═════ ENTRIES SUPPLIED ═════
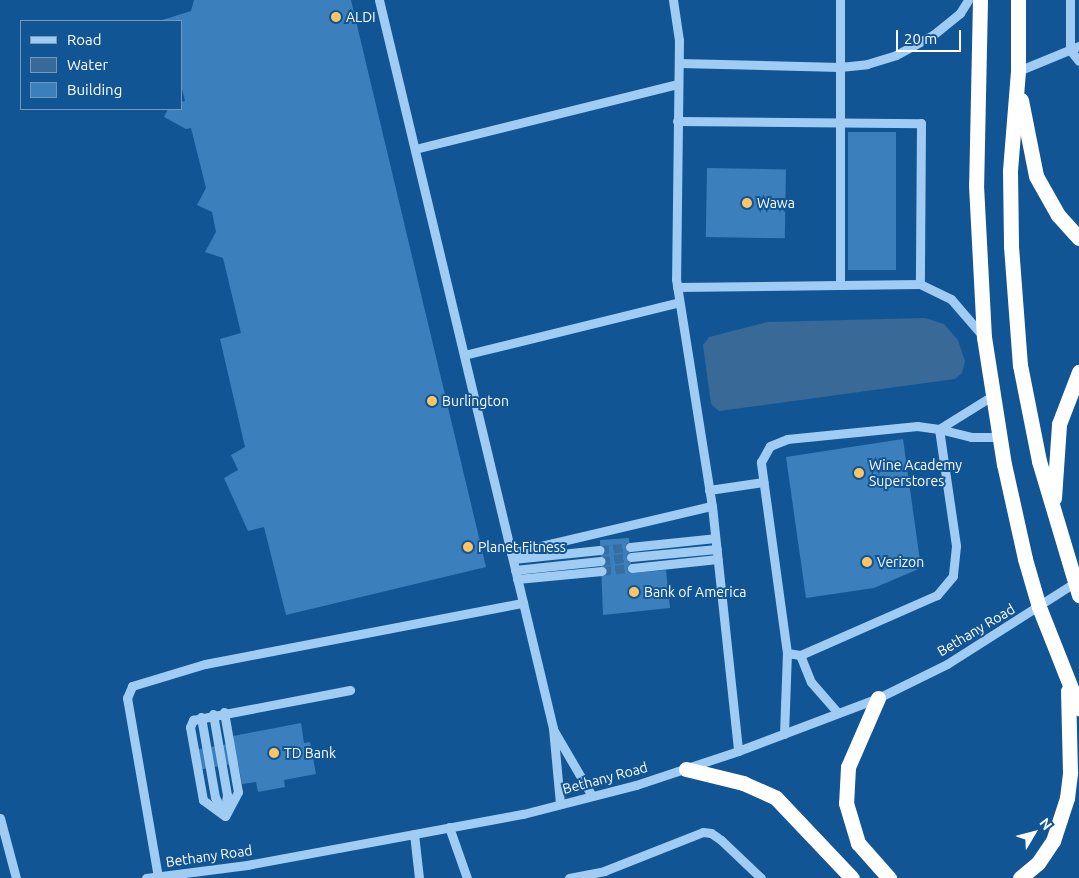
<!DOCTYPE html>
<html>
<head>
<meta charset="utf-8">
<style>
  body { margin:0 }
  #map { position:relative; width:1079px; height:878px; overflow:hidden; background:#125594; font-family:Ubuntu,sans-serif }
  div>[style] { position:absolute }
  [style*='--x'] { left:calc(var(--x)*1px); top:calc(var(--y)*1px); width:calc(var(--w)*1px); rotate:calc(var(--a)*1deg) }
  .water>* { inset:0; background:#386997 }
  .building>* { inset:0; background:#3b7fbc; transform-origin:0 0 }
  .minor-tunnel>* { height:9px; margin-top:-4.5px; transform-origin:0; background:repeating-linear-gradient(90deg,#366ea4 0 9px,transparent 0 13.5px) }
  .minor>* { height:9px; margin:-4.5px; padding:0 4.5px; transform-origin:4.5px; border-radius:4.5px; background:#a0ccf3 }
  .highway>* { height:15px; margin:-7.5px; padding:0 7.5px; transform-origin:7.5px; border-radius:7.5px; background:#fff }
  .dots>* { width:14px; height:14px; translate:-50% -50%; box-sizing:border-box; border:2px solid #125594; border-radius:50% }
  span { translate:-50% -50%; white-space:nowrap; text-align:center; line-height:1.15; -webkit-text-stroke:4px #125594; paint-order:stroke }
  .poi-label { font-size:14px; color:#fff }
  .left { translate:0 -50%; text-align:left }
  .street-label { font-size:14px; color:#fff }
  .legend { position:absolute; left:20px; top:20px; width:162px; height:90px; box-sizing:border-box; background:#125594; border:1px solid #7199bf; margin:0; padding:6px 9px; list-style:none; font-size:15px; color:#fff }
  .legend li { display:flex; align-items:center; gap:10px; height:25px }
  .legend b { width:25px; border:1px solid #7199bf }
  .north { position:absolute; left:1009px; top:808px; width:50px; height:50px; -webkit-text-stroke:4px #125594; paint-order:stroke; rotate:53deg; font-size:14px; font-weight:700; line-height:20px; text-align:center; color:#fff }
  .north::after { content:''; display:block; margin:auto; width:18px; height:22px; background:#fff; clip-path:polygon(50% 0,100% 100%,50% 72%,0 100%) }
  .scale { position:absolute; left:896px; top:30px; width:65px; height:22px; box-sizing:border-box; border:2px solid #fff; border-top:0; padding-left:6px; font-size:15px; line-height:18px; white-space:nowrap; color:#fff; -webkit-text-stroke:4px #125594; paint-order:stroke }
</style>
</head>
<body>
<div id="map">
  <div class="water">
    <div style="clip-path:polygon(925px 318px,944px 324px,958px 340px,965px 361px,962px 373px,955px 379px,719px 411px,711px 404px,703px 345px,709px 337px,768px 322px)"></div>
  </div>
  <div class="building">
    <div style="clip-path:polygon(194px 0,351px 0,486px 567px,286px 615px,264px 527px,248px 531px,224px 478px,238px 470px,231px 455px,245px 447px,220px 339px,241px 333px,223px 258px,205px 252px,216px 232px,212px 212px,197px 205px,206px 188px,191px 128px,186px 129px,164px 117px,168px 109px,181px 109px,181px 102px,185px 101px,181px 85px,181px 21px,159px 21px,191px 11px)"></div>
    <div style="left:848px;top:132px;width:48px;height:138px"></div>
    <div style="left:707px;top:168px;width:79px;height:69px;rotate:1deg"></div>
    <div style="clip-path:polygon(903px 439px,921px 568px,874px 588px,806px 598px,786px 457px)"></div>
    <div style="clip-path:polygon(629px 538px,632px 573px,666px 570px,670px 608px,603px 615px,600px 540px)"></div>
    <div style="clip-path:polygon(301px 723px,304px 743px,310px 742px,316px 774px,284px 780px,285px 787px,258px 792px,256px 782px,242px 784px,238px 763px,198px 770px,194px 750px,234px 743px,233px 736px)"></div>
  </div>
  <div class="minor-tunnel">
    <div style="--x:600;--y:550;--w:30;--a:-6"></div>
    <div style="--x:601;--y:561;--w:30;--a:-8"></div>
    <div style="--x:602;--y:571;--w:30;--a:-6"></div>
  </div>
  <div class="minor">
    <div style="--x:379;--y:0;--w:749;--a:76.56"></div>
    <div style="--x:553;--y:728;--w:76;--a:84.7"></div>
    <div style="--x:673;--y:0;--w:40;--a:81.5"></div>
    <div style="--x:679;--y:40;--w:239;--a:90.7"></div>
    <div style="--x:676;--y:279;--w:230;--a:81"></div>
    <div style="--x:712;--y:506;--w:246;--a:83.9"></div>
    <div style="--x:1070;--y:0;--w:50;--a:90"></div>
    <div style="--x:1070;--y:50;--w:14;--a:51"></div>
    <div style="--x:679;--y:63;--w:161;--a:1.4"></div>
    <div style="--x:840;--y:67;--w:27;--a:-6"></div>
    <div style="--x:867;--y:64;--w:30;--a:-17"></div>
    <div style="--x:896;--y:55;--w:42;--a:-28.4"></div>
    <div style="--x:933;--y:35;--w:35;--a:-39"></div>
    <div style="--x:960;--y:13;--w:15;--a:-58"></div>
    <div style="--x:1018;--y:71;--w:66;--a:-22.3"></div>
    <div style="--x:677;--y:121;--w:244;--a:0.5"></div>
    <div style="--x:921;--y:123;--w:161;--a:90.4"></div>
    <div style="--x:415;--y:149;--w:271;--a:-13.9"></div>
    <div style="--x:840;--y:283;--w:283;--a:-90"></div>
    <div style="--x:677;--y:287;--w:243;--a:-0.7"></div>
    <div style="--x:920;--y:284;--w:34;--a:26"></div>
    <div style="--x:951;--y:299;--w:48;--a:49.3"></div>
    <div style="--x:464;--y:355;--w:221;--a:-13.8"></div>
    <div style="--x:939;--y:429;--w:118;--a:81.7"></div>
    <div style="--x:956;--y:546;--w:30;--a:96"></div>
    <div style="--x:953;--y:576;--w:25;--a:130"></div>
    <div style="--x:937;--y:595;--w:150;--a:156.3"></div>
    <div style="--x:800;--y:655;--w:13;--a:-171"></div>
    <div style="--x:787;--y:653;--w:193;--a:-97.8"></div>
    <div style="--x:761;--y:462;--w:18;--a:-61"></div>
    <div style="--x:770;--y:446;--w:18;--a:-22"></div>
    <div style="--x:787;--y:439;--w:131;--a:-5.7"></div>
    <div style="--x:917;--y:426;--w:22;--a:8"></div>
    <div style="--x:939;--y:429;--w:33;--a:14"></div>
    <div style="--x:971;--y:437;--w:28;--a:0"></div>
    <div style="--x:939;--y:429;--w:62;--a:-31.9"></div>
    <div style="--x:709;--y:490;--w:55;--a:-8.4"></div>
    <div style="--x:630;--y:547;--w:85;--a:-6"></div>
    <div style="--x:511;--y:553;--w:206;--a:-13.2"></div>
    <div style="--x:631;--y:557;--w:86;--a:-5.3"></div>
    <div style="--x:513;--y:559;--w:87;--a:-5.9"></div>
    <div style="--x:632;--y:568;--w:86;--a:-6"></div>
    <div style="--x:515;--y:570;--w:86;--a:-6"></div>
    <div style="--x:517;--y:579;--w:85;--a:-5.4"></div>
    <div style="--x:800;--y:655;--w:29;--a:68"></div>
    <div style="--x:811;--y:682;--w:41;--a:48.9"></div>
    <div style="--x:224;--y:712;--w:81;--a:80.1"></div>
    <div style="--x:238;--y:792;--w:27;--a:118"></div>
    <div style="--x:213;--y:714;--w:82;--a:80.2"></div>
    <div style="--x:227;--y:795;--w:15;--a:98"></div>
    <div style="--x:201;--y:717;--w:81;--a:80.1"></div>
    <div style="--x:215;--y:797;--w:18;--a:63"></div>
    <div style="--x:554;--y:731;--w:75;--a:59.7"></div>
    <div style="--x:784;--y:734;--w:81;--a:-87.9"></div>
    <div style="--x:225;--y:816;--w:27;--a:-144"></div>
    <div style="--x:203;--y:800;--w:74;--a:-100.1"></div>
    <div style="--x:190;--y:727;--w:8;--a:-67"></div>
    <div style="--x:193;--y:720;--w:160;--a:-10.8"></div>
    <div style="--x:0;--y:818;--w:62;--a:75.1"></div>
    <div style="--x:449;--y:827;--w:54;--a:70.6"></div>
    <div style="--x:414;--y:834;--w:44;--a:83.5"></div>
    <div style="--x:158;--y:877;--w:182;--a:-99.8"></div>
    <div style="--x:127;--y:698;--w:13;--a:-67"></div>
    <div style="--x:132;--y:686;--w:76;--a:-16.8"></div>
    <div style="--x:205;--y:664;--w:324;--a:-10.9"></div>
    <div style="--x:146;--y:878;--w:102;--a:-7.3"></div>
    <div style="--x:247;--y:865;--w:281;--a:-10.5"></div>
    <div style="--x:523;--y:814;--w:117;--a:-14.4"></div>
    <div style="--x:636;--y:785;--w:108;--a:-18.4"></div>
    <div style="--x:738;--y:751;--w:150;--a:-20.7"></div>
    <div style="--x:878;--y:698;--w:77;--a:-26.2"></div>
    <div style="--x:947;--y:664;--w:156;--a:-32.5"></div>
    <div style="--x:569;--y:878;--w:36;--a:-11"></div>
    <div style="--x:604;--y:871;--w:106;--a:-21.5"></div>
    <div style="--x:703;--y:832;--w:8;--a:7"></div>
    <div style="--x:711;--y:833;--w:12;--a:35"></div>
    <div style="--x:721;--y:840;--w:55;--a:43.5"></div>
  </div>
  <div class="highway">
    <div style="--x:980;--y:0;--w:185;--a:91.2"></div>
    <div style="--x:976;--y:185;--w:152;--a:87"></div>
    <div style="--x:984;--y:337;--w:129;--a:81.1"></div>
    <div style="--x:1004;--y:464;--w:97;--a:77.5"></div>
    <div style="--x:1025;--y:559;--w:50;--a:73.7"></div>
    <div style="--x:1039;--y:607;--w:109;--a:68.4"></div>
    <div style="--x:1018;--y:0;--w:71;--a:90"></div>
    <div style="--x:1018;--y:71;--w:100;--a:94.6"></div>
    <div style="--x:1010;--y:171;--w:75;--a:89.2"></div>
    <div style="--x:1011;--y:246;--w:119;--a:85.7"></div>
    <div style="--x:1020;--y:365;--w:98;--a:78.8"></div>
    <div style="--x:1039;--y:461;--w:140;--a:73.4"></div>
    <div style="--x:1021;--y:100;--w:77;--a:78.8"></div>
    <div style="--x:1036;--y:176;--w:45;--a:60.6"></div>
    <div style="--x:1058;--y:215;--w:31;--a:48"></div>
    <div style="--x:1054;--y:498;--w:74;--a:-86.1"></div>
    <div style="--x:1059;--y:424;--w:56;--a:-69"></div>
    <div style="--x:878;--y:698;--w:75;--a:113.5"></div>
    <div style="--x:848;--y:767;--w:36;--a:93"></div>
    <div style="--x:846;--y:803;--w:42;--a:73.3"></div>
    <div style="--x:858;--y:843;--w:47;--a:48.5"></div>
    <div style="--x:686;--y:769;--w:59;--a:13.8"></div>
    <div style="--x:743;--y:783;--w:36;--a:24"></div>
    <div style="--x:776;--y:798;--w:110;--a:46.5"></div>
    <div style="--x:1020;--y:878;--w:23;--a:-40"></div>
    <div style="--x:1038;--y:863;--w:27;--a:-56"></div>
    <div style="--x:1053;--y:841;--w:45;--a:-72"></div>
    <div style="--x:1067;--y:798;--w:26;--a:-83"></div>
    <div style="--x:1070;--y:772;--w:81;--a:-91.4"></div>
  </div>
  <div class="dots">
    <div style="left:336px;top:17px;background:#ffc562"></div>
    <div style="left:747px;top:203px;background:#ffc562"></div>
    <div style="left:432px;top:401px;background:#ffc562"></div>
    <div style="left:859px;top:473px;background:#ffc562"></div>
    <div style="left:468px;top:547px;background:#ffc562"></div>
    <div style="left:867px;top:562px;background:#ffc562"></div>
    <div style="left:634px;top:592px;background:#ffc562"></div>
    <div style="left:274px;top:753px;background:#ffc562"></div>
  </div>
  <div class="poi-label">
    <span class="left" style="left:346px;top:17px">ALDI</span>
    <span class="left" style="left:757px;top:203px">Wawa</span>
    <span class="left" style="left:442px;top:401px">Burlington</span>
    <span class="left" style="left:869px;top:473px">Wine Academy<br>Superstores</span>
    <span class="left" style="left:478px;top:547px">Planet Fitness</span>
    <span class="left" style="left:877px;top:562px">Verizon</span>
    <span class="left" style="left:644px;top:592px">Bank of America</span>
    <span class="left" style="left:284px;top:753px">TD Bank</span>
  </div>
  <div class="street-label">
    <span style="left:976px;top:630px;rotate:-31deg">Bethany Road</span>
    <span style="left:605px;top:778px;rotate:-15deg">Bethany Road</span>
    <span style="left:209px;top:856px;rotate:-8deg">Bethany Road</span>
  </div>
  <ul class="legend">
  <li><b style="height:6px;background:#a0ccf3"></b>Road</li>
  <li><b style="height:14px;background:#386997"></b>Water</li>
  <li><b style="height:14px;background:#3b7fbc"></b>Building</li>
  </ul>
  <div class="north">N</div>
  <div class="scale">20 m</div>
</div>
</body>
</html>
═════
**PROBLEM DETAILS**.
Print once more, exactly, the lines that start at the top of the records above and end at the line with "width:25px; border:1px solid", skipping all pictures.

**PROBLEM SOLUTION**.
<!DOCTYPE html>
<html>
<head>
<meta charset="utf-8">
<style>
  body { margin:0 }
  #map { position:relative; width:1079px; height:878px; overflow:hidden; background:#125594; font-family:Ubuntu,sans-serif }
  div>[style] { position:absolute }
  [style*='--x'] { left:calc(var(--x)*1px); top:calc(var(--y)*1px); width:calc(var(--w)*1px); rotate:calc(var(--a)*1deg) }
  .water>* { inset:0; background:#386997 }
  .building>* { inset:0; background:#3b7fbc; transform-origin:0 0 }
  .minor-tunnel>* { height:9px; margin-top:-4.5px; transform-origin:0; background:repeating-linear-gradient(90deg,#366ea4 0 9px,transparent 0 13.5px) }
  .minor>* { height:9px; margin:-4.5px; padding:0 4.5px; transform-origin:4.5px; border-radius:4.5px; background:#a0ccf3 }
  .highway>* { height:15px; margin:-7.5px; padding:0 7.5px; transform-origin:7.5px; border-radius:7.5px; background:#fff }
  .dots>* { width:14px; height:14px; translate:-50% -50%; box-sizing:border-box; border:2px solid #125594; border-radius:50% }
  span { translate:-50% -50%; white-space:nowrap; text-align:center; line-height:1.15; -webkit-text-stroke:4px #125594; paint-order:stroke }
  .poi-label { font-size:14px; color:#fff }
  .left { translate:0 -50%; text-align:left }
  .street-label { font-size:14px; color:#fff }
  .legend { position:absolute; left:20px; top:20px; width:162px; height:90px; box-sizing:border-box; background:#125594; border:1px solid #7199bf; margin:0; padding:6px 9px; list-style:none; font-size:15px; color:#fff }
  .legend li { display:flex; align-items:center; gap:10px; height:25px }
  .legend b { width:25px; border:1px solid #7199bf }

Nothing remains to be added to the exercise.